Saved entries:
════
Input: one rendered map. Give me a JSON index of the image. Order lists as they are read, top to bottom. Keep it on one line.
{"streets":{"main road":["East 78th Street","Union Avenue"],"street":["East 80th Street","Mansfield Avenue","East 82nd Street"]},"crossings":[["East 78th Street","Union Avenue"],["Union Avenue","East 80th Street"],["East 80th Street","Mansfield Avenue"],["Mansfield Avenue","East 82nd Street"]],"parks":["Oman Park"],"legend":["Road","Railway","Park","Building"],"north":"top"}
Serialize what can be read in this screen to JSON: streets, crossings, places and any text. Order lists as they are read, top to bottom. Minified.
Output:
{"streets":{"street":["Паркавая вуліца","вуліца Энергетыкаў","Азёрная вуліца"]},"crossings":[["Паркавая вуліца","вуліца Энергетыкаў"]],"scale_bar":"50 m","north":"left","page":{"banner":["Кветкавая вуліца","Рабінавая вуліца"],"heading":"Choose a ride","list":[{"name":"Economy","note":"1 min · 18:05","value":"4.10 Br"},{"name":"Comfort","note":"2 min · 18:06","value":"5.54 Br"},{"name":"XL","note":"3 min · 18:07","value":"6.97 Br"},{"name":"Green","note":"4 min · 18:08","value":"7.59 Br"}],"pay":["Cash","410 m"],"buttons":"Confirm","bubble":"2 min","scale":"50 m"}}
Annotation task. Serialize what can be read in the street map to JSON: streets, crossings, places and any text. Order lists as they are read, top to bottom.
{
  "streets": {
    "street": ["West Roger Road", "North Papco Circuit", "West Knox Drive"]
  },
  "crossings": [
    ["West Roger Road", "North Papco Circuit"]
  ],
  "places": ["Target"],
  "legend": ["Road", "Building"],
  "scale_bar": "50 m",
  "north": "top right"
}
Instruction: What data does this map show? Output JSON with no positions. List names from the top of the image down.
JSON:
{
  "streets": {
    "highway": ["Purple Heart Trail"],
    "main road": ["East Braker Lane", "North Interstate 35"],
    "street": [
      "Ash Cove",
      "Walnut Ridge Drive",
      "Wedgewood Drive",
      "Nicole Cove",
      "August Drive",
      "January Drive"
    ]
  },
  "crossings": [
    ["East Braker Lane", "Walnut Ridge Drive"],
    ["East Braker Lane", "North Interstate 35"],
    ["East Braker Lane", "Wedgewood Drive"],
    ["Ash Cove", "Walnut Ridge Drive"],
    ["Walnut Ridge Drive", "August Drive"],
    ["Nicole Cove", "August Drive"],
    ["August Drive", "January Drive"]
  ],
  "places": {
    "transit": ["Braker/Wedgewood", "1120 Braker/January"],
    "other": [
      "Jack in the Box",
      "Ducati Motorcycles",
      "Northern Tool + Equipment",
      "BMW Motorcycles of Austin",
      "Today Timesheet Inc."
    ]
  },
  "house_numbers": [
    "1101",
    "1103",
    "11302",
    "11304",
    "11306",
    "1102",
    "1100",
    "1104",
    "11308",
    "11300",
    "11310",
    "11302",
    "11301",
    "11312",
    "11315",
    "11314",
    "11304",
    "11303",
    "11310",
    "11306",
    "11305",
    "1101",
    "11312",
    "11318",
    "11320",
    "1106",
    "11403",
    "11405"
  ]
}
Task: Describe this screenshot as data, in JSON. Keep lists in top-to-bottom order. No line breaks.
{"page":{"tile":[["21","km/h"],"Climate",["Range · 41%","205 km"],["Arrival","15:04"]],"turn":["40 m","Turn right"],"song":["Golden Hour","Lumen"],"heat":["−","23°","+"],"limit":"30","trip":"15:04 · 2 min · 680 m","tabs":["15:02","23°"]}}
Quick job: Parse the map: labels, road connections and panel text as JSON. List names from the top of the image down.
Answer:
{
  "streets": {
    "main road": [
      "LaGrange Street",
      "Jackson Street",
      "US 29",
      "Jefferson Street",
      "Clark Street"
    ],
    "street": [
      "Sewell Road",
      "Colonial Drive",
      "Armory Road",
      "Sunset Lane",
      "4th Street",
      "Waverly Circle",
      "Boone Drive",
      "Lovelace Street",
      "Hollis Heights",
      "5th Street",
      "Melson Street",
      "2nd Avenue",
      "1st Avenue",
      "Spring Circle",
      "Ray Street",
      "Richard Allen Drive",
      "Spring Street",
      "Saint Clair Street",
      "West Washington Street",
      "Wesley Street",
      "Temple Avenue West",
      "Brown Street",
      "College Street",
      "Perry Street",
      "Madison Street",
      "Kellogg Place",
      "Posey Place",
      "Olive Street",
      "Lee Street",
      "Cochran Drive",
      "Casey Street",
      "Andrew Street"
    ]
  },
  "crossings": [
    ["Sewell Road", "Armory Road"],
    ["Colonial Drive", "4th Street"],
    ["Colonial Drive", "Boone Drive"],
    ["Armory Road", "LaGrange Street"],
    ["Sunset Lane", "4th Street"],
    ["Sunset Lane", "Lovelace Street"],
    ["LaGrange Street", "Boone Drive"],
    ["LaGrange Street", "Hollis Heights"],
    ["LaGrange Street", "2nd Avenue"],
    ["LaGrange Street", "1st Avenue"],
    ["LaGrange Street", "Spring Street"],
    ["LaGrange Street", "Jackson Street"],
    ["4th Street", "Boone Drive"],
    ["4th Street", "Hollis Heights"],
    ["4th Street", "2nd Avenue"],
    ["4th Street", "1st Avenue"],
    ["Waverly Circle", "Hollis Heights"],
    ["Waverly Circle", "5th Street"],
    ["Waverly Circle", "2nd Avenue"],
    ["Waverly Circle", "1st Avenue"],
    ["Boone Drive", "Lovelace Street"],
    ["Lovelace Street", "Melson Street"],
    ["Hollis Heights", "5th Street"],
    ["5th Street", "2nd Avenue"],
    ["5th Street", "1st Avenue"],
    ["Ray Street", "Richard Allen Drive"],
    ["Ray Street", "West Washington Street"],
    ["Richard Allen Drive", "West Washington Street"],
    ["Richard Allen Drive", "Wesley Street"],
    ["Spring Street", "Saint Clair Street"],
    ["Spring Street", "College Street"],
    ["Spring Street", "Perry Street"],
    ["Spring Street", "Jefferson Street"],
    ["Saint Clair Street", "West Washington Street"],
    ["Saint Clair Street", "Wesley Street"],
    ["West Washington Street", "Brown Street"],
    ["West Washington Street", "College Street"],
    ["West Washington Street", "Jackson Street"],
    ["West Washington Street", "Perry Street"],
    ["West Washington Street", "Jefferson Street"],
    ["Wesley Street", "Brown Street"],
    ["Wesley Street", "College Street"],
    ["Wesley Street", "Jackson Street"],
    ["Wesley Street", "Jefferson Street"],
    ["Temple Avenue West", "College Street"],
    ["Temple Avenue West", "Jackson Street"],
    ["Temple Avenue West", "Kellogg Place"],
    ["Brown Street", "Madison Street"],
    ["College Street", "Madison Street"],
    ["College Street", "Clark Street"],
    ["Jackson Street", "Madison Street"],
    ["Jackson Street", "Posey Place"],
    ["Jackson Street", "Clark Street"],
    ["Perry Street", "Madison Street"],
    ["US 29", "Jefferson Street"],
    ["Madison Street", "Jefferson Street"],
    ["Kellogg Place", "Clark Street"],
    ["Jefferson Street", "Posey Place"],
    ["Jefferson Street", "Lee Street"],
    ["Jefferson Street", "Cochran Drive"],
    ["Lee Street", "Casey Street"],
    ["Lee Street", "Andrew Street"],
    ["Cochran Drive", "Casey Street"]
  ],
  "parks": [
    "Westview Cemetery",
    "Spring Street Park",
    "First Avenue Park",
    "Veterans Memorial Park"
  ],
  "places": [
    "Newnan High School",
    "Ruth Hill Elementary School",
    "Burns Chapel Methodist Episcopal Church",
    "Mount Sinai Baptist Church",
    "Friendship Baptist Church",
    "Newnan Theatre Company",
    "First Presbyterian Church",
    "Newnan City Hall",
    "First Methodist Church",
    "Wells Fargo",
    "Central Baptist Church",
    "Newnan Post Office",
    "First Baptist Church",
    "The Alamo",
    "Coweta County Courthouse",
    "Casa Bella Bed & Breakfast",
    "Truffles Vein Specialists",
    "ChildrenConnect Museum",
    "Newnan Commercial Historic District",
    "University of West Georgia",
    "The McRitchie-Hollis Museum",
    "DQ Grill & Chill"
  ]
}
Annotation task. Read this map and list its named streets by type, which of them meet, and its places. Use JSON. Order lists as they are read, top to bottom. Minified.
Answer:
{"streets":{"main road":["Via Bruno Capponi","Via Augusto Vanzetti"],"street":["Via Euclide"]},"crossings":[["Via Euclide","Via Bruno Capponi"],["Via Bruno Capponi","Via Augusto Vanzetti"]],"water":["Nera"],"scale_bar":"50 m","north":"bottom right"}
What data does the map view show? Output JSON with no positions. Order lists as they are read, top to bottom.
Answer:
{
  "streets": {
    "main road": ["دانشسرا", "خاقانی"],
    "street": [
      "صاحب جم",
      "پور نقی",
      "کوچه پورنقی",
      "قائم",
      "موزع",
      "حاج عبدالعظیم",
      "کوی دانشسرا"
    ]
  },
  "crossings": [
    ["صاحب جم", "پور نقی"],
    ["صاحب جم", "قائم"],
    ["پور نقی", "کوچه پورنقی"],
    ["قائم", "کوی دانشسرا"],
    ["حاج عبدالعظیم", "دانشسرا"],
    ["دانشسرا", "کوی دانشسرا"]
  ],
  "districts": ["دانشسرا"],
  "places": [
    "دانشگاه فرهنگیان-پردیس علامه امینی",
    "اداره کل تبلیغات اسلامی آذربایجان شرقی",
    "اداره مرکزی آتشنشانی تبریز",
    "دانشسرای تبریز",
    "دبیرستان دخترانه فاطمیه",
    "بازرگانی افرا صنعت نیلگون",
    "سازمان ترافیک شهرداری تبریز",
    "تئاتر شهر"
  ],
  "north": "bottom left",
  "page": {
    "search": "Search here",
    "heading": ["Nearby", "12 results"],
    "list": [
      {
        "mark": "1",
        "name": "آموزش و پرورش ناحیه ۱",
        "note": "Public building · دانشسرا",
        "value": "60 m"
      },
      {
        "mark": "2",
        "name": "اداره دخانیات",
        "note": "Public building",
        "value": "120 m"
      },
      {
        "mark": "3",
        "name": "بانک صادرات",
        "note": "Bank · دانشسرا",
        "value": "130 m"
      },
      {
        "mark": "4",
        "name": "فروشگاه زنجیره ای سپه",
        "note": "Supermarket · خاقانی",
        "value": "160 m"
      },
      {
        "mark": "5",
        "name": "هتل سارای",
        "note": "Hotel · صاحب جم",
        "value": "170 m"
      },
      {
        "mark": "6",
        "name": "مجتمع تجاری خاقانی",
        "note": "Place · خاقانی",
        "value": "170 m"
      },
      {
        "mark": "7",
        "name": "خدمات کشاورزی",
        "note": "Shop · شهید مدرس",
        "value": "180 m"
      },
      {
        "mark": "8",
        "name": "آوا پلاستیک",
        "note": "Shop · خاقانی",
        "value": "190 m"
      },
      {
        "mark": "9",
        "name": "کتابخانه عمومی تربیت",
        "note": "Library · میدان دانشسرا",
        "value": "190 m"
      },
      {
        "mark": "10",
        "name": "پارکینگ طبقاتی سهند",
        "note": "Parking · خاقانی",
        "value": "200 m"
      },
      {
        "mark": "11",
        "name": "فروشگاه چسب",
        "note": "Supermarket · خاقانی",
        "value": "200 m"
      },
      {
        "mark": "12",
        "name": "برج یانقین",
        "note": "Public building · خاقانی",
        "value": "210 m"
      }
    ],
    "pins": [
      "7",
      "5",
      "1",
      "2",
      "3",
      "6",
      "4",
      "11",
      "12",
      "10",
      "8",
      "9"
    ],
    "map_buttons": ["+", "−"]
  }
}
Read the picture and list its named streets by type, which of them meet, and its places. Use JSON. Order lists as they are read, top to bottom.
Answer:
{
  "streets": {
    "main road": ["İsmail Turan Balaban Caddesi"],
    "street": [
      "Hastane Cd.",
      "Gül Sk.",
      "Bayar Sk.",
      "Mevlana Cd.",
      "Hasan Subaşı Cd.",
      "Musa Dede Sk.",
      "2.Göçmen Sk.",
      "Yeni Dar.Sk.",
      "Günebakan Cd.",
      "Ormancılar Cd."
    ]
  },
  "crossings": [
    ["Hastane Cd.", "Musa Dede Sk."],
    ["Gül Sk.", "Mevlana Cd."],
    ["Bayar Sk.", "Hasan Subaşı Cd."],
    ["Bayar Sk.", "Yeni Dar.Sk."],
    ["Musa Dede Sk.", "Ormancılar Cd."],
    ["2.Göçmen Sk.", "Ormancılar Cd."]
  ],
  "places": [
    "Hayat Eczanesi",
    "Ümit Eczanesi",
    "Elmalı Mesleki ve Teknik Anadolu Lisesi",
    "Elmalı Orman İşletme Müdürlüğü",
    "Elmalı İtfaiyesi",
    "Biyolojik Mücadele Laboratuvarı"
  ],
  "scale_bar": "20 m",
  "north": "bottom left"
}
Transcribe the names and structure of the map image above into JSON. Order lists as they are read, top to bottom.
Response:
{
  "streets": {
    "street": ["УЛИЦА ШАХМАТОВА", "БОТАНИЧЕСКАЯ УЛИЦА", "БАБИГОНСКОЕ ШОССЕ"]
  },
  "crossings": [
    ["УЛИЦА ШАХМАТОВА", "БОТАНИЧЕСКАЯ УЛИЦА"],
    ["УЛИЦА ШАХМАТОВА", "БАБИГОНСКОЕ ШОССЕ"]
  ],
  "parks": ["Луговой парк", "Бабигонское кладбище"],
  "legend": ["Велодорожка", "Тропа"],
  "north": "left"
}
════
Set down exactly the lines from the start of the records to the line with "Serialize what can be read in this". Include that line, and add nothing more.

Input: one rendered map. Give me a JSON index of the image. Order lists as they are read, top to bottom. Keep it on one line.
{"streets":{"main road":["East 78th Street","Union Avenue"],"street":["East 80th Street","Mansfield Avenue","East 82nd Street"]},"crossings":[["East 78th Street","Union Avenue"],["Union Avenue","East 80th Street"],["East 80th Street","Mansfield Avenue"],["Mansfield Avenue","East 82nd Street"]],"parks":["Oman Park"],"legend":["Road","Railway","Park","Building"],"north":"top"}
Serialize what can be read in this screen to JSON: streets, crossings, places and any text. Order lists as they are read, top to bottom. Minified.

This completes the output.